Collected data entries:
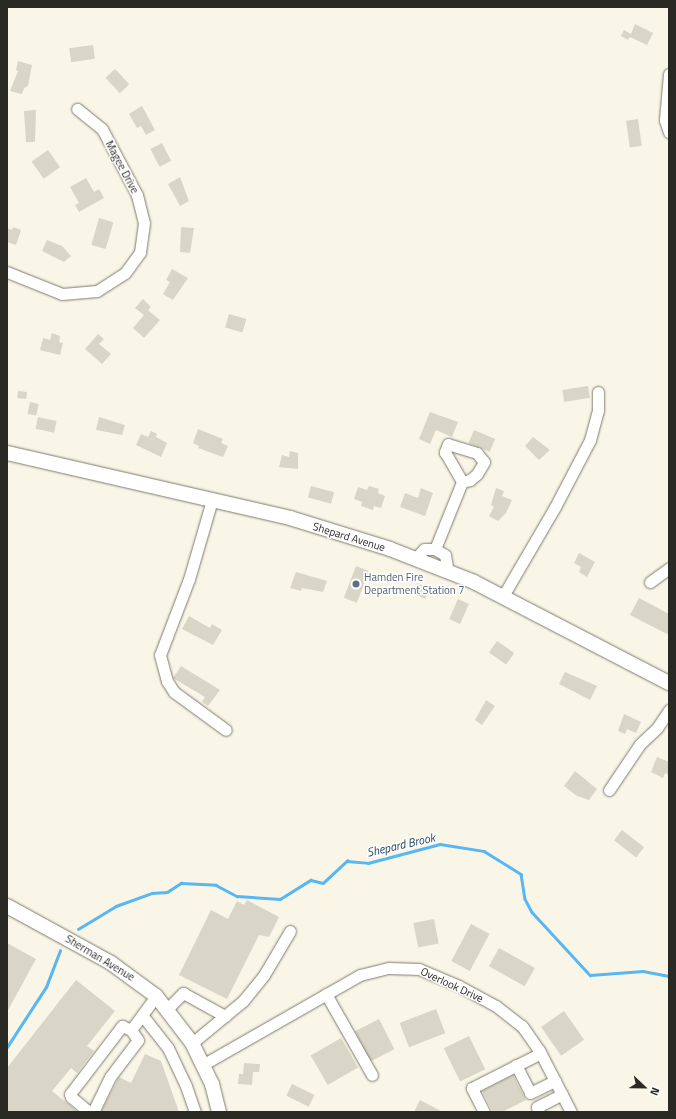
<!DOCTYPE html>
<style>
body{margin:0}
#map{position:relative;width:676px;height:1119px;overflow:hidden;background:#faf6e7;font-family:"Titillium Web",sans-serif}
div>[style]{position:absolute}
.stream>*{height:2.5px;margin:-1.25px;padding:0 1.25px;transform-origin:1.25px;border-radius:1.25px;background:#58b7f3}
.building>*{inset:0;background:#d9d5c7;transform-origin:0 0}
.roads{filter:drop-shadow(0 0 1px #7d7a6d) drop-shadow(0 0 1px #7d7a6d)}
.minor>*{height:11px;margin:-5.5px;padding:0 5.5px;transform-origin:5.5px;border-radius:5.5px;background:#fff}
.major>*{height:14px;margin:-7px;padding:0 7px;transform-origin:7px;border-radius:7px;background:#fff}
.dots>*{width:11px;height:11px;translate:-50% -50%;box-sizing:border-box;border:2px solid #fff;border-radius:50%}
span{translate:-50% -50%;white-space:nowrap;text-align:center;line-height:1.15;-webkit-text-stroke:3px #fff;paint-order:stroke}
.street-label{font-size:11px;color:#2b2924}
.service-label{font-size:11px;color:#4e5e75}
.left{translate:0 -50%;text-align:left}
.water-label{font-size:12px;color:#224963;font-style:italic}
.frame{position:absolute;inset:0;border:8px solid #2b2924;pointer-events:none}
.north{position:absolute;left:624px;top:1067px;width:40px;height:40px;-webkit-text-stroke:3px #fff;paint-order:stroke;rotate:112deg;font-size:11px;font-weight:700;line-height:16px;text-align:center;color:#2b2924}
.north::after{content:'';display:block;margin:auto;width:14px;height:18px;background:#2b2924;clip-path:polygon(50% 0,100% 100%,50% 72%,0 100%)}
</style>
<div id="map">
<div class="stream">
<i style="left:78px;top:929px;width:44px;rotate:-31.2deg"></i>
<i style="left:116px;top:906px;width:38px;rotate:-20deg"></i>
<i style="left:152px;top:893px;width:15px;rotate:-4deg"></i>
<i style="left:167px;top:892px;width:17px;rotate:-33deg"></i>
<i style="left:181px;top:883px;width:35px;rotate:3deg"></i>
<i style="left:216px;top:885px;width:24px;rotate:28deg"></i>
<i style="left:237px;top:896px;width:43px;rotate:4deg"></i>
<i style="left:280px;top:899px;width:36px;rotate:-32deg"></i>
<i style="left:311px;top:880px;width:12px;rotate:14deg"></i>
<i style="left:323px;top:883px;width:33px;rotate:-43deg"></i>
<i style="left:347px;top:861px;width:21px;rotate:5deg"></i>
<i style="left:368px;top:863px;width:74px;rotate:-14.8deg"></i>
<i style="left:440px;top:844px;width:45px;rotate:9deg"></i>
<i style="left:484px;top:851px;width:44px;rotate:31.9deg"></i>
<i style="left:521px;top:874px;width:25px;rotate:81deg"></i>
<i style="left:525px;top:899px;width:15px;rotate:62deg"></i>
<i style="left:532px;top:912px;width:86px;rotate:47.4deg"></i>
<i style="left:590px;top:975px;width:53px;rotate:-4.3deg"></i>
<i style="left:643px;top:971px;width:26px;rotate:11deg"></i>
<i style="left:7px;top:1047px;width:72px;rotate:-57deg"></i>
<i style="left:46px;top:987px;width:39px;rotate:-69deg"></i>
</div>
<div class="building">
<i style="clip-path:polygon(635px 24px,653px 33px,647px 45px,630px 37px,628px 40px,621px 36px,624px 30px,631px 34px)"></i>
<i style="left:93px;top:45px;width:14px;height:24px;rotate:82deg"></i>
<i style="clip-path:polygon(18px 61px,32px 65px,28px 86px,24px 88px,22px 94px,10px 91px,18px 71px,16px 70px)"></i>
<i style="left:115px;top:69px;width:21px;height:13px;rotate:47deg"></i>
<i style="clip-path:polygon(142px 106px,155px 130px,146px 135px,141px 126px,137px 128px,129px 114px)"></i>
<i style="clip-path:polygon(36px 110px,35px 142px,26px 142px,24px 111px)"></i>
<i style="left:638px;top:119px;width:27px;height:12px;rotate:82deg"></i>
<i style="left:162px;top:143px;width:20px;height:13px;rotate:63deg"></i>
<i style="left:48px;top:150px;width:21px;height:20px;rotate:55deg"></i>
<i style="clip-path:polygon(180px 177px,189px 201px,180px 206px,168px 184px)"></i>
<i style="clip-path:polygon(86px 178px,94px 192px,99px 189px,104px 198px,79px 212px,75px 205px,79px 203px,70px 187px)"></i>
<i style="left:99px;top:218px;width:15px;height:28px;rotate:16deg"></i>
<i style="clip-path:polygon(13px 227px,21px 230px,16px 245px,7px 242px,7px 228px,12px 230px)"></i>
<i style="clip-path:polygon(181px 227px,194px 228px,190px 253px,180px 252px)"></i>
<i style="clip-path:polygon(47px 240px,62px 246px,71px 256px,64px 262px,42px 251px)"></i>
<i style="clip-path:polygon(172px 269px,188px 278px,173px 300px,163px 294px,170px 282px,166px 280px)"></i>
<i style="clip-path:polygon(143px 299px,151px 307px,148px 310px,160px 320px,144px 338px,133px 328px,144px 315px,135px 308px)"></i>
<i style="left:229px;top:314px;width:18px;height:14px;rotate:16deg"></i>
<i style="clip-path:polygon(52px 333px,60px 336px,59px 342px,63px 343px,60px 355px,40px 350px,43px 338px,50px 340px)"></i>
<i style="clip-path:polygon(98px 334px,104px 339px,99px 344px,111px 354px,102px 364px,85px 349px)"></i>
<i style="left:588px;top:386px;width:12px;height:26px;rotate:81deg"></i>
<i style="left:18px;top:391px;width:9px;height:7px;rotate:6deg"></i>
<i style="left:30px;top:402px;width:9px;height:12px;rotate:13deg"></i>
<i style="clip-path:polygon(430px 412px,458px 422px,452px 437px,436px 430px,430px 444px,419px 439px)"></i>
<i style="left:38px;top:417px;width:19px;height:12px;rotate:12deg"></i>
<i style="clip-path:polygon(99px 417px,125px 425px,122px 435px,96px 430px)"></i>
<i style="clip-path:polygon(198px 429px,223px 439px,221px 443px,228px 446px,223px 457px,198px 448px,199px 446px,193px 443px)"></i>
<i style="left:474px;top:430px;width:23px;height:14px;rotate:23deg"></i>
<i style="clip-path:polygon(151px 431px,157px 434px,156px 437px,167px 443px,161px 457px,136px 445px,141px 434px,148px 437px)"></i>
<i style="clip-path:polygon(533px 437px,550px 450px,539px 460px,525px 446px)"></i>
<i style="clip-path:polygon(290px 451px,298px 453px,298px 469px,279px 467px,282px 455px,289px 457px)"></i>
<i style="left:311px;top:486px;width:24px;height:12px;rotate:15deg"></i>
<i style="clip-path:polygon(369px 486px,379px 489px,378px 493px,385px 496px,381px 508px,374px 506px,373px 510px,361px 506px,362px 502px,354px 499px,358px 487px,367px 490px)"></i>
<i style="clip-path:polygon(421px 488px,433px 493px,425px 516px,400px 507px,405px 493px,418px 498px)"></i>
<i style="clip-path:polygon(496px 488px,504px 491px,502px 496px,512px 500px,506px 513px,498px 521px,489px 516px,494px 507px,491px 505px)"></i>
<i style="clip-path:polygon(579px 553px,595px 562px,587px 577px,579px 572px,581px 567px,574px 563px)"></i>
<i style="left:356px;top:566px;width:14px;height:34px;rotate:21deg"></i>
<i style="clip-path:polygon(296px 572px,327px 581px,323px 592px,302px 588px,301px 591px,290px 588px)"></i>
<i style="left:417px;top:583px;width:14px;height:11px;rotate:25deg"></i>
<i style="clip-path:polygon(639px 598px,669px 614px,669px 635px,630px 615px)"></i>
<i style="left:458px;top:599px;width:12px;height:22px;rotate:24deg"></i>
<i style="clip-path:polygon(189px 616px,210px 628px,212px 624px,222px 630px,213px 645px,182px 629px)"></i>
<i style="left:497px;top:641px;width:21px;height:14px;rotate:35deg"></i>
<i style="clip-path:polygon(181px 666px,220px 690px,208px 706px,202px 702px,205px 697px,173px 678px)"></i>
<i style="clip-path:polygon(565px 672px,597px 686px,590px 700px,559px 684px)"></i>
<i style="clip-path:polygon(486px 700px,495px 706px,482px 725px,475px 720px)"></i>
<i style="clip-path:polygon(624px 714px,641px 722px,636px 733px,627px 729px,625px 734px,618px 731px)"></i>
<i style="clip-path:polygon(657px 757px,669px 762px,669px 775px,665px 773px,663px 778px,651px 772px)"></i>
<i style="clip-path:polygon(575px 771px,597px 789px,589px 800px,577px 796px,564px 786px)"></i>
<i style="left:622px;top:830px;width:28px;height:13px;rotate:38deg"></i>
<i style="clip-path:polygon(247px 900px,279px 917px,269px 937px,259px 935px,227px 999px,179px 975px,211px 910px,228px 919px,237px 901px,244px 905px)"></i>
<i style="left:434px;top:919px;width:25px;height:21px;rotate:79deg"></i>
<i style="left:471px;top:924px;width:21px;height:42px;rotate:28deg"></i>
<i style="clip-path:polygon(7px 943px,36px 959px,7px 1012px)"></i>
<i style="left:499px;top:948px;width:41px;height:21px;rotate:29deg"></i>
<i style="clip-path:polygon(76px 980px,115px 1011px,87px 1046px,94px 1051px,77px 1073px,71px 1068px,52px 1091px,78px 1112px,10px 1112px,7px 1110px,7px 1068px)"></i>
<i style="left:436px;top:1009px;width:26px;height:39px;rotate:69deg"></i>
<i style="left:564px;top:1011px;width:35px;height:28px;rotate:55deg"></i>
<i style="left:379px;top:1019px;width:34px;height:27px;rotate:63deg"></i>
<i style="left:469px;top:1036px;width:37px;height:28px;rotate:64deg"></i>
<i style="left:341px;top:1038px;width:34px;height:35px;rotate:60deg"></i>
<i style="clip-path:polygon(145px 1054px,161px 1061px,179px 1112px,101px 1112px,119px 1077px,131px 1083px)"></i>
<i style="clip-path:polygon(244px 1063px,260px 1064px,259px 1072px,253px 1072px,252px 1085px,238px 1084px,239px 1074px,243px 1074px)"></i>
<i style="clip-path:polygon(513px 1075px,526px 1100px,502px 1112px,493px 1112px,482px 1091px)"></i>
<i style="left:292px;top:1084px;width:25px;height:13px;rotate:26deg"></i>
<i style="clip-path:polygon(420px 1100px,443px 1112px,414px 1112px)"></i>
</div>
<div class="roads">
<div class="minor">
<i style="left:669px;top:74px;width:46px;rotate:95deg"></i>
<i style="left:665px;top:120px;width:13px;rotate:72deg"></i>
<i style="left:7px;top:272px;width:59px;rotate:21.8deg"></i>
<i style="left:62px;top:294px;width:35px;rotate:-5deg"></i>
<i style="left:97px;top:291px;width:33px;rotate:-33deg"></i>
<i style="left:125px;top:273px;width:26px;rotate:-54deg"></i>
<i style="left:140px;top:252px;width:29px;rotate:-82deg"></i>
<i style="left:144px;top:223px;width:29px;rotate:-104deg"></i>
<i style="left:137px;top:195px;width:75px;rotate:-117.9deg"></i>
<i style="left:102px;top:129px;width:32px;rotate:-141deg"></i>
<i style="left:212px;top:500px;width:82px;rotate:106.2deg"></i>
<i style="left:189px;top:579px;width:81px;rotate:110.9deg"></i>
<i style="left:160px;top:655px;width:27px;rotate:75deg"></i>
<i style="left:167px;top:681px;width:13px;rotate:58deg"></i>
<i style="left:174px;top:692px;width:64px;rotate:36.2deg"></i>
<i style="left:435px;top:549px;width:72px;rotate:-68.1deg"></i>
<i style="left:462px;top:482px;width:8px;rotate:-14deg"></i>
<i style="left:470px;top:480px;width:9px;rotate:-41deg"></i>
<i style="left:477px;top:474px;width:14px;rotate:-60deg"></i>
<i style="left:484px;top:462px;width:11px;rotate:-128deg"></i>
<i style="left:477px;top:453px;width:30px;rotate:-163deg"></i>
<i style="left:448px;top:444px;width:9px;rotate:111deg"></i>
<i style="left:445px;top:452px;width:34px;rotate:60deg"></i>
<i style="left:415px;top:559px;width:13px;rotate:-48deg"></i>
<i style="left:424px;top:549px;width:11px"></i>
<i style="left:435px;top:549px;width:12px;rotate:31deg"></i>
<i style="left:445px;top:555px;width:17px;rotate:80deg"></i>
<i style="left:650px;top:582px;width:24px;rotate:-36deg"></i>
<i style="left:503px;top:596px;width:103px;rotate:-59.7deg"></i>
<i style="left:555px;top:507px;width:76px;rotate:-62.4deg"></i>
<i style="left:590px;top:440px;width:31px;rotate:-75deg"></i>
<i style="left:598px;top:410px;width:18px;rotate:-90deg"></i>
<i style="left:609px;top:790px;width:55px;rotate:-56deg"></i>
<i style="left:640px;top:744px;width:23px;rotate:-43deg"></i>
<i style="left:657px;top:728px;width:22px;rotate:-56deg"></i>
<i style="left:326px;top:994px;width:93px;rotate:60.4deg"></i>
<i style="left:167px;top:1009px;width:23px;rotate:-45deg"></i>
<i style="left:183px;top:993px;width:48px;rotate:28.7deg"></i>
<i style="left:142px;top:1015px;width:42px;rotate:51.8deg"></i>
<i style="left:168px;top:1048px;width:42px;rotate:64.7deg"></i>
<i style="left:186px;top:1086px;width:28px;rotate:71deg"></i>
<i style="left:192px;top:1043px;width:66px;rotate:-39.5deg"></i>
<i style="left:243px;top:1001px;width:33px;rotate:-51deg"></i>
<i style="left:264px;top:975px;width:51px;rotate:-59.4deg"></i>
<i style="left:204px;top:1064px;width:180px;rotate:-29.7deg"></i>
<i style="left:360px;top:975px;width:30px;rotate:-14deg"></i>
<i style="left:389px;top:968px;width:30px;rotate:2deg"></i>
<i style="left:419px;top:969px;width:43px;rotate:23deg"></i>
<i style="left:459px;top:986px;width:42px;rotate:28.4deg"></i>
<i style="left:496px;top:1006px;width:33px;rotate:38deg"></i>
<i style="left:522px;top:1026px;width:29px;rotate:55deg"></i>
<i style="left:539px;top:1050px;width:70px;rotate:62.7deg"></i>
<i style="left:516px;top:1065px;width:31px;rotate:63deg"></i>
<i style="left:530px;top:1093px;width:28px;rotate:-26deg"></i>
<i style="left:89px;top:1112px;width:23px;rotate:-140deg"></i>
<i style="left:71px;top:1097px;width:3px;rotate:-108deg"></i>
<i style="left:70px;top:1094px;width:86px;rotate:-52.6deg"></i>
<i style="left:122px;top:1026px;width:10px;rotate:24deg"></i>
<i style="left:131px;top:1030px;width:42px;rotate:-53.7deg"></i>
<i style="left:93px;top:1112px;width:39px;rotate:-64deg"></i>
<i style="left:110px;top:1077px;width:46px;rotate:-52.9deg"></i>
<i style="left:138px;top:1040px;width:12px;rotate:-125deg"></i>
<i style="left:484px;top:1112px;width:27px;rotate:-117deg"></i>
<i style="left:472px;top:1088px;width:77px;rotate:-26.9deg"></i>
<i style="left:539px;top:1112px;width:5px;rotate:-112deg"></i>
<i style="left:537px;top:1107px;width:28px;rotate:-27deg"></i>
</div>
<div class="major">
<i style="left:7px;top:453px;width:290px;rotate:12.9deg"></i>
<i style="left:290px;top:518px;width:105px;rotate:17.2deg"></i>
<i style="left:390px;top:549px;width:90px;rotate:21.4deg"></i>
<i style="left:474px;top:582px;width:220px;rotate:27.4deg"></i>
<i style="left:7px;top:906px;width:119px;rotate:28.7deg"></i>
<i style="left:111px;top:963px;width:56px;rotate:36.3deg"></i>
<i style="left:156px;top:996px;width:59px;rotate:52.5deg"></i>
<i style="left:192px;top:1043px;width:46px;rotate:64deg"></i>
<i style="left:212px;top:1084px;width:29px;rotate:76deg"></i>
</div>
</div>
<div class="dots">
<i style="left:356px;top:584px;background:#5c6f8a"></i>
</div>
<div class="street-label">
<span style="left:122px;top:167px;rotate:62deg">Magee Drive</span>
<span style="left:349px;top:537px;rotate:17deg">Shepard Avenue</span>
<span style="left:100px;top:958px;rotate:31deg">Sherman Avenue</span>
<span style="left:452px;top:985px;rotate:25deg">Overlook Drive</span>
</div>
<div class="service-label">
<span class="left" style="left:364px;top:584px">Hamden Fire<br>Department Station 7</span>
</div>
<div class="water-label">
<span style="left:401px;top:845px;rotate:-13deg">Shepard Brook</span>
</div>
<div class="frame"></div>
<div class="north">N</div>
</div>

● DIRECTIONS
Gather all lines with the string "inset" from the data.

● COMPLETED TASK
.building>*{inset:0;background:#d9d5c7;transform-origin:0 0}
.frame{position:absolute;inset:0;border:8px solid #2b2924;pointer-events:none}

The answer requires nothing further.